● **Provided records**:

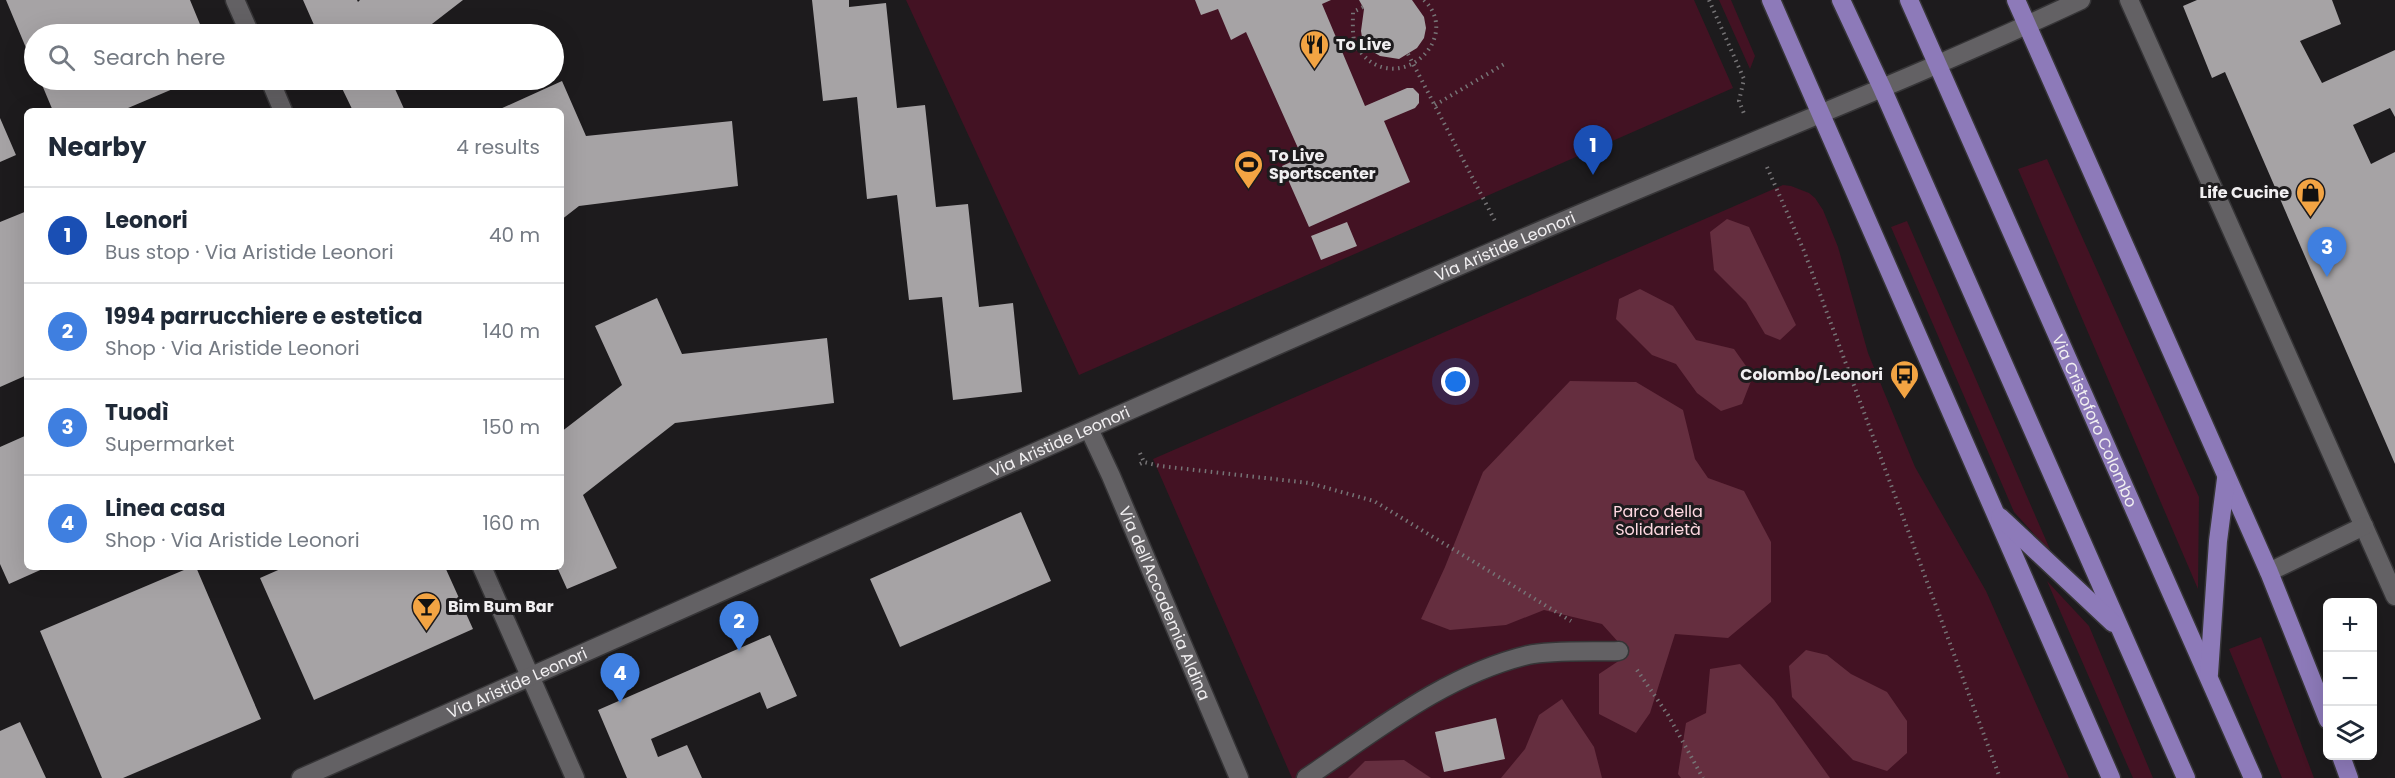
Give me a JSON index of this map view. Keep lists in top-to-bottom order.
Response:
{
  "streets": {
    "main road": ["Via Cristoforo Colombo"],
    "street": ["Via Aristide Leonori", "Via dell'Accademia Aldina"]
  },
  "crossings": [
    ["Via Aristide Leonori", "Via dell'Accademia Aldina"]
  ],
  "parks": ["Parco della Solidarietà"],
  "places": {
    "restaurant": ["To Live"],
    "sports": ["To Live Sportscenter"],
    "shop": ["Life Cucine"],
    "bus stop": ["Colombo/Leonori"],
    "bar": ["Bim Bum Bar"]
  },
  "page": {
    "search": "Search here",
    "heading": ["Nearby", "4 results"],
    "pins": [
      "1",
      "3",
      "2",
      "4"
    ],
    "list": [
      {
        "mark": "1",
        "name": "Leonori",
        "note": "Bus stop · Via Aristide Leonori",
        "value": "40 m"
      },
      {
        "mark": "2",
        "name": "1994 parrucchiere e estetica",
        "note": "Shop · Via Aristide Leonori",
        "value": "140 m"
      },
      {
        "mark": "3",
        "name": "Tuodì",
        "note": "Supermarket",
        "value": "150 m"
      },
      {
        "mark": "4",
        "name": "Linea casa",
        "note": "Shop · Via Aristide Leonori",
        "value": "160 m"
      }
    ],
    "map_buttons": ["+", "−"]
  }
}
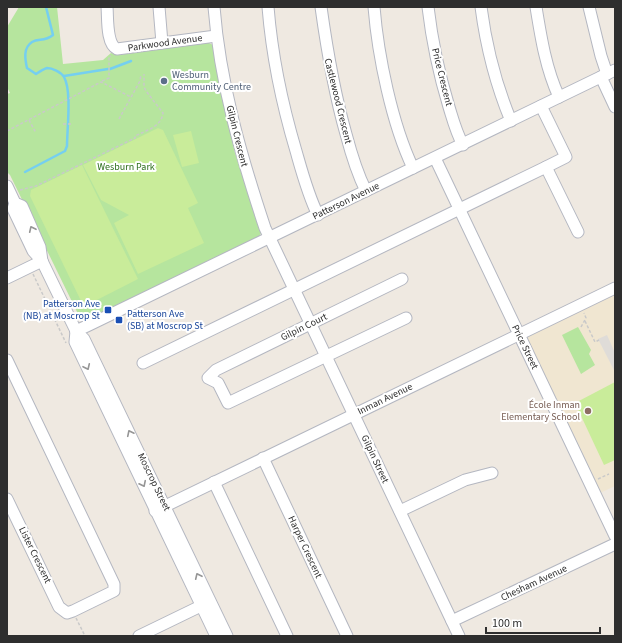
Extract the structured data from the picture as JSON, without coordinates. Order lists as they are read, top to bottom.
{
  "streets": {
    "street": [
      "Parkwood Avenue",
      "Price Crescent",
      "Castlewood Crescent",
      "Gilpin Crescent",
      "Patterson Avenue",
      "Gilpin Court",
      "Price Street",
      "Inman Avenue",
      "Gilpin Street",
      "Moscrop Street",
      "Harper Crescent",
      "Lister Crescent",
      "Chesham Avenue"
    ]
  },
  "crossings": [
    ["Parkwood Avenue", "Gilpin Crescent"],
    ["Price Crescent", "Patterson Avenue"],
    ["Castlewood Crescent", "Patterson Avenue"],
    ["Gilpin Crescent", "Patterson Avenue"],
    ["Gilpin Crescent", "Gilpin Street"],
    ["Patterson Avenue", "Price Street"],
    ["Patterson Avenue", "Gilpin Street"],
    ["Patterson Avenue", "Moscrop Street"],
    ["Gilpin Court", "Gilpin Street"],
    ["Price Street", "Inman Avenue"],
    ["Inman Avenue", "Gilpin Street"],
    ["Inman Avenue", "Moscrop Street"],
    ["Inman Avenue", "Harper Crescent"],
    ["Gilpin Street", "Chesham Avenue"]
  ],
  "parks": ["Wesburn Park"],
  "places": {
    "other": ["Wesburn Community Centre", "École Inman Elementary School"],
    "transit": ["Patterson Ave (NB) at Moscrop St", "Patterson Ave (SB) at Moscrop St"]
  },
  "scale_bar": "100 m"
}
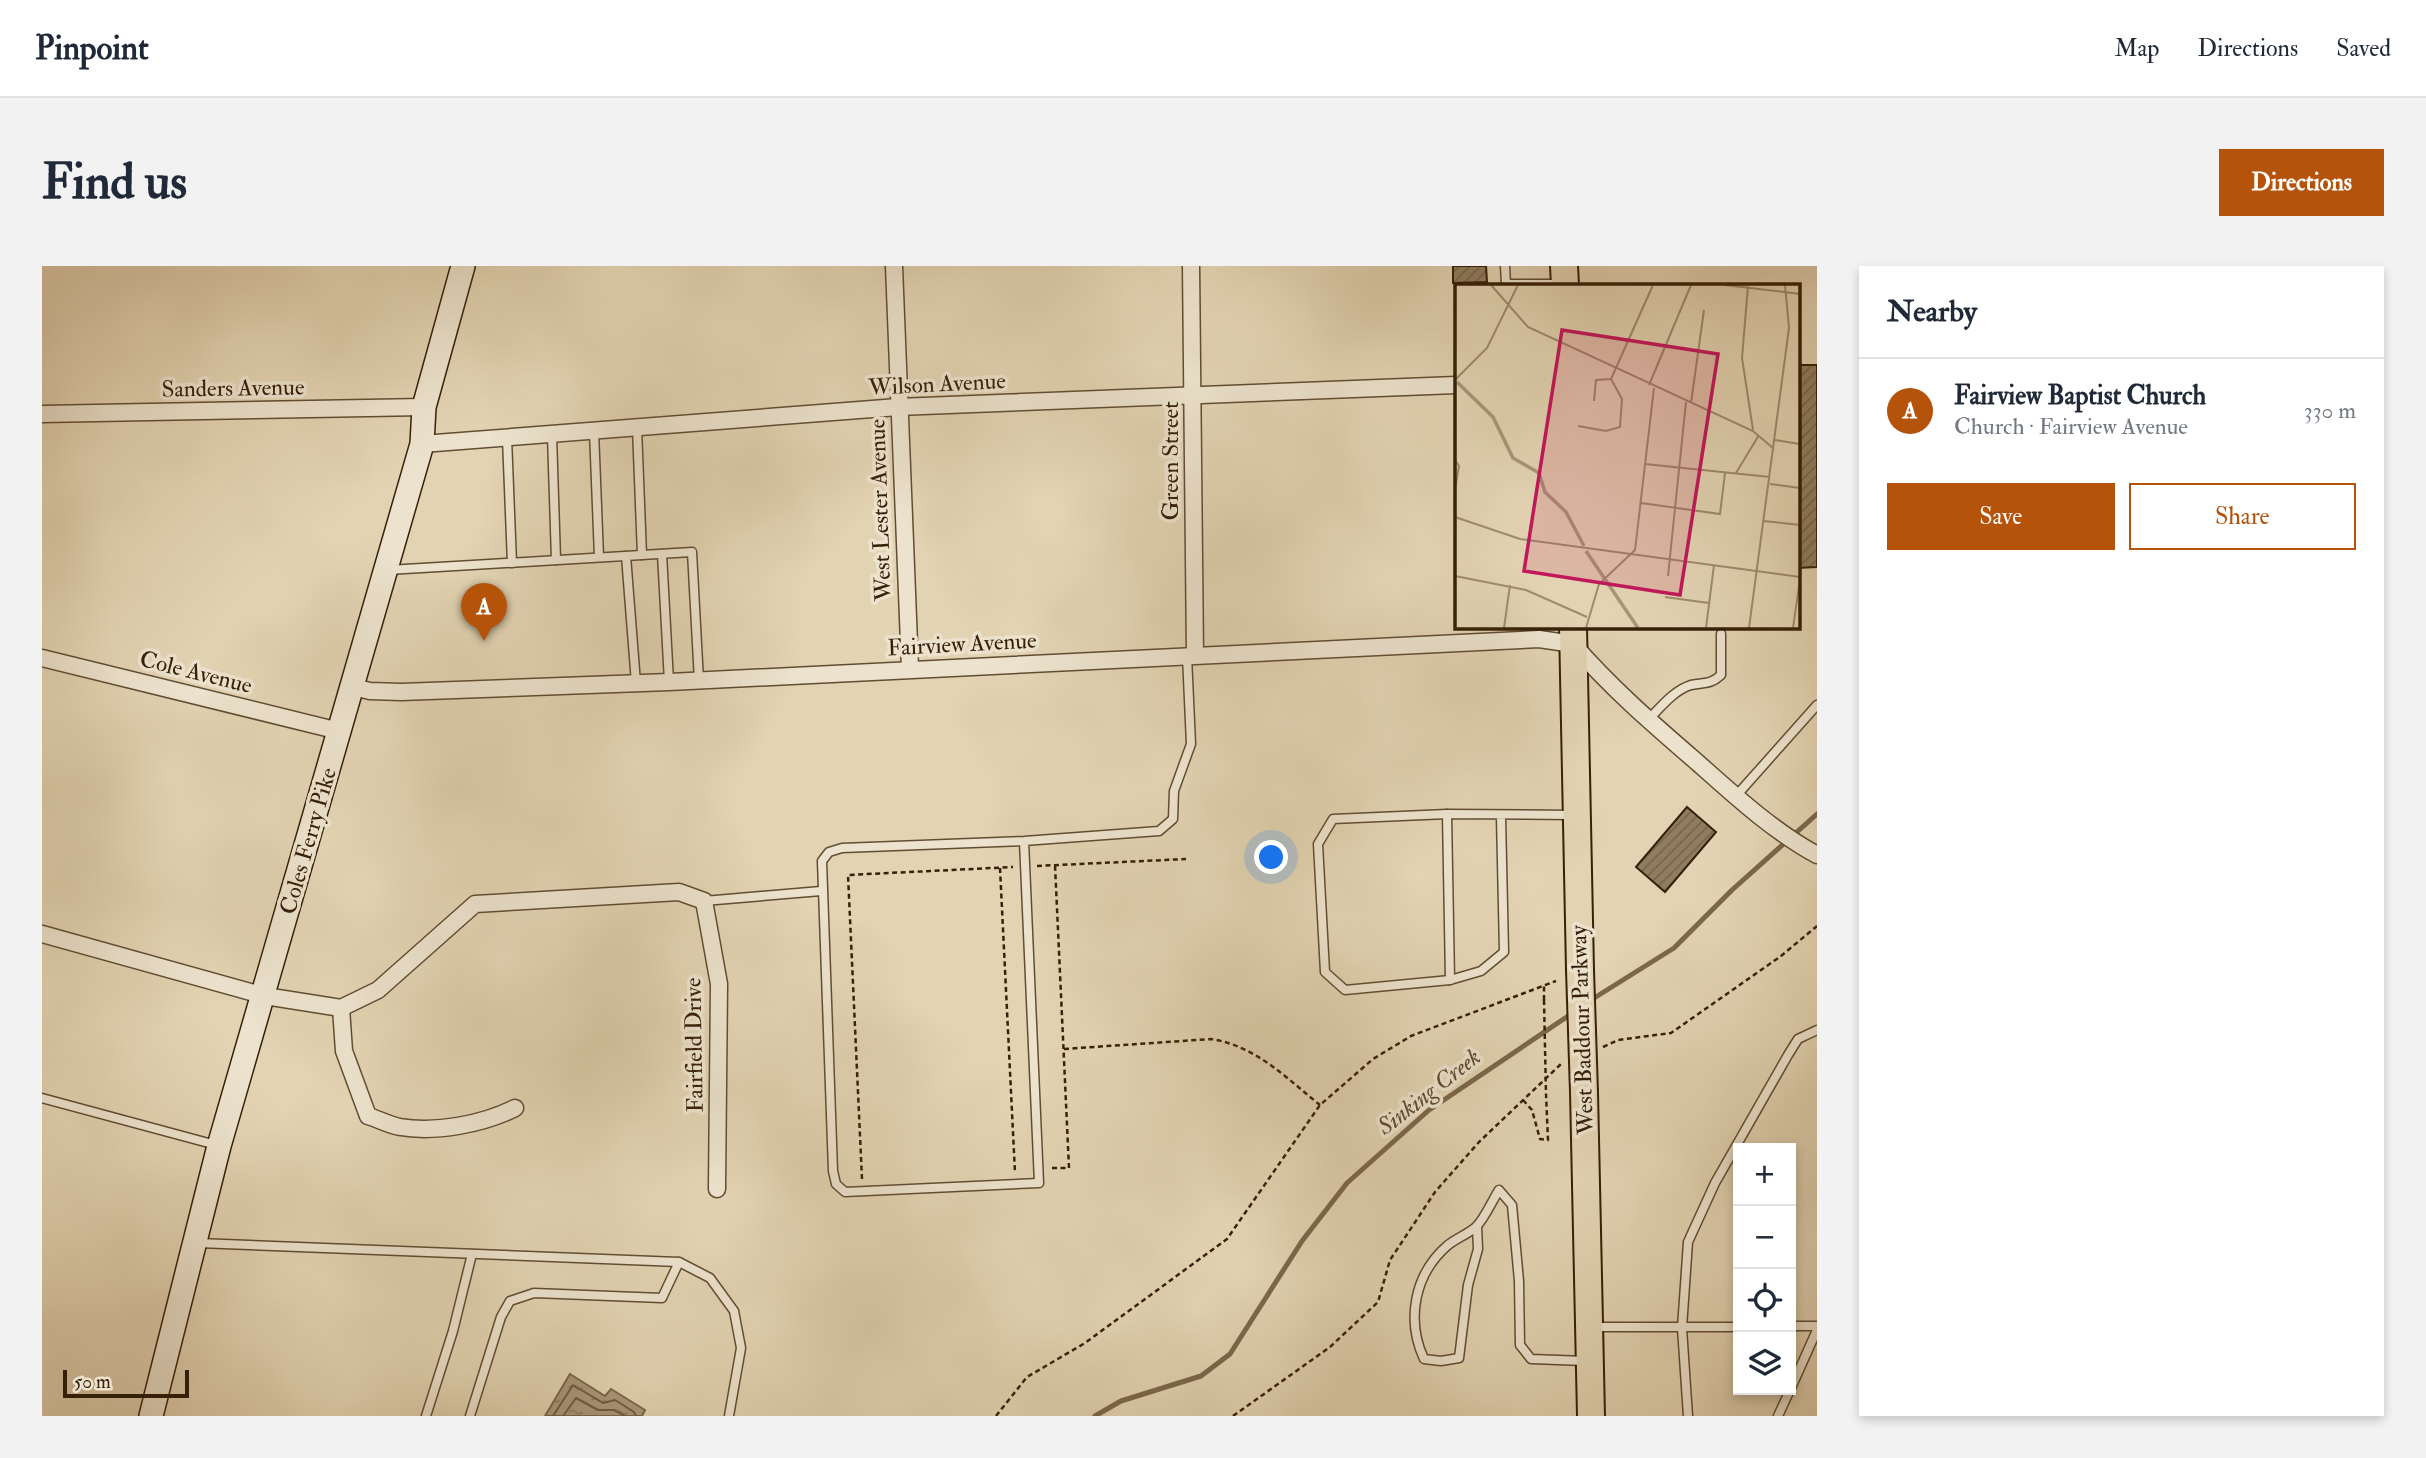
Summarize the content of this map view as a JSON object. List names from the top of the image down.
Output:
{
  "streets": {
    "main road": ["West Baddour Parkway"],
    "street": [
      "Wilson Avenue",
      "Sanders Avenue",
      "Green Street",
      "West Lester Avenue",
      "Fairview Avenue",
      "Cole Avenue",
      "Coles Ferry Pike",
      "Fairfield Drive"
    ]
  },
  "crossings": [
    ["Wilson Avenue", "Green Street"],
    ["Wilson Avenue", "West Lester Avenue"],
    ["Wilson Avenue", "Coles Ferry Pike"],
    ["Sanders Avenue", "Coles Ferry Pike"],
    ["Green Street", "Fairview Avenue"],
    ["West Lester Avenue", "Fairview Avenue"],
    ["Fairview Avenue", "Coles Ferry Pike"],
    ["Fairview Avenue", "West Baddour Parkway"],
    ["Cole Avenue", "Coles Ferry Pike"]
  ],
  "water": ["Sinking Creek"],
  "scale_bar": "50 m",
  "page": {
    "header": "Pinpoint",
    "nav": ["Map", "Directions", "Saved"],
    "buttons": [
      "Directions",
      ["Save", "Share"]
    ],
    "title": "Find us",
    "heading": "Nearby",
    "list": [
      {
        "mark": "A",
        "name": "Fairview Baptist Church",
        "note": "Church · Fairview Avenue",
        "value": "330 m"
      }
    ],
    "pins": "A",
    "map_buttons": ["+", "−"],
    "scale": "50 m"
  }
}
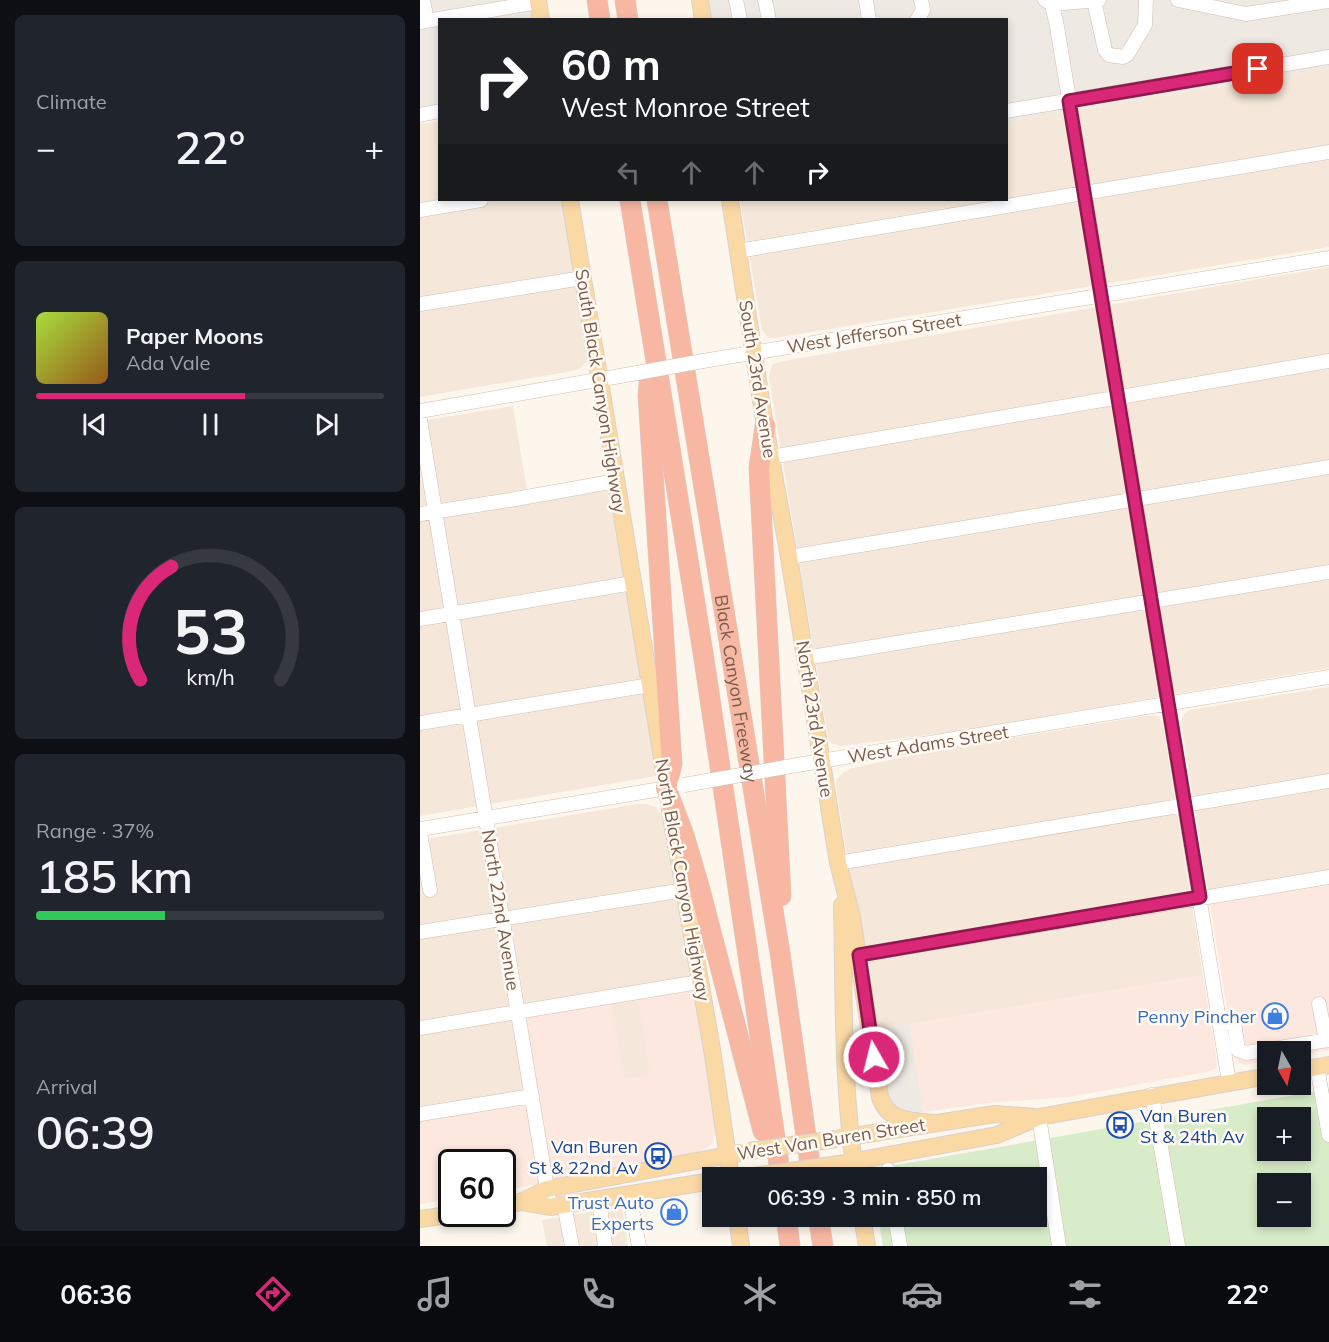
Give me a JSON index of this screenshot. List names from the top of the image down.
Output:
{
  "streets": {
    "highway": ["Black Canyon Freeway"],
    "main road": [
      "South 23rd Avenue",
      "South Black Canyon Highway",
      "North 23rd Avenue",
      "North Black Canyon Highway",
      "West Van Buren Street"
    ],
    "street": ["West Jefferson Street", "West Adams Street", "North 22nd Avenue"]
  },
  "crossings": [
    ["West Jefferson Street", "South 23rd Avenue"],
    ["West Jefferson Street", "South Black Canyon Highway"],
    ["South 23rd Avenue", "North 23rd Avenue"],
    ["South Black Canyon Highway", "North Black Canyon Highway"],
    ["North 23rd Avenue", "West Adams Street"],
    ["West Adams Street", "North Black Canyon Highway"],
    ["West Adams Street", "North 22nd Avenue"],
    ["North Black Canyon Highway", "West Van Buren Street"],
    ["North 22nd Avenue", "West Van Buren Street"]
  ],
  "places": {
    "shop": ["Penny Pincher", "Trust Auto Experts"],
    "bus stop": ["Van Buren St & 24th Av", "Van Buren St & 22nd Av"]
  },
  "north": "bottom",
  "page": {
    "tile": [
      "Climate",
      ["Range · 37%", "185 km"],
      ["Arrival", "06:39"]
    ],
    "turn": ["60 m", "West Monroe Street"],
    "heat": ["−", "22°", "+"],
    "song": ["Paper Moons", "Ada Vale"],
    "map_buttons": ["+", "−"],
    "limit": "60",
    "trip": "06:39 · 3 min · 850 m",
    "tabs": ["06:36", "22°"],
    "gauge": ["53", "km/h"]
  }
}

● **Exercise**: Only a number should come back: the count of lines above that include "down".

● **Solution to the problem**: 2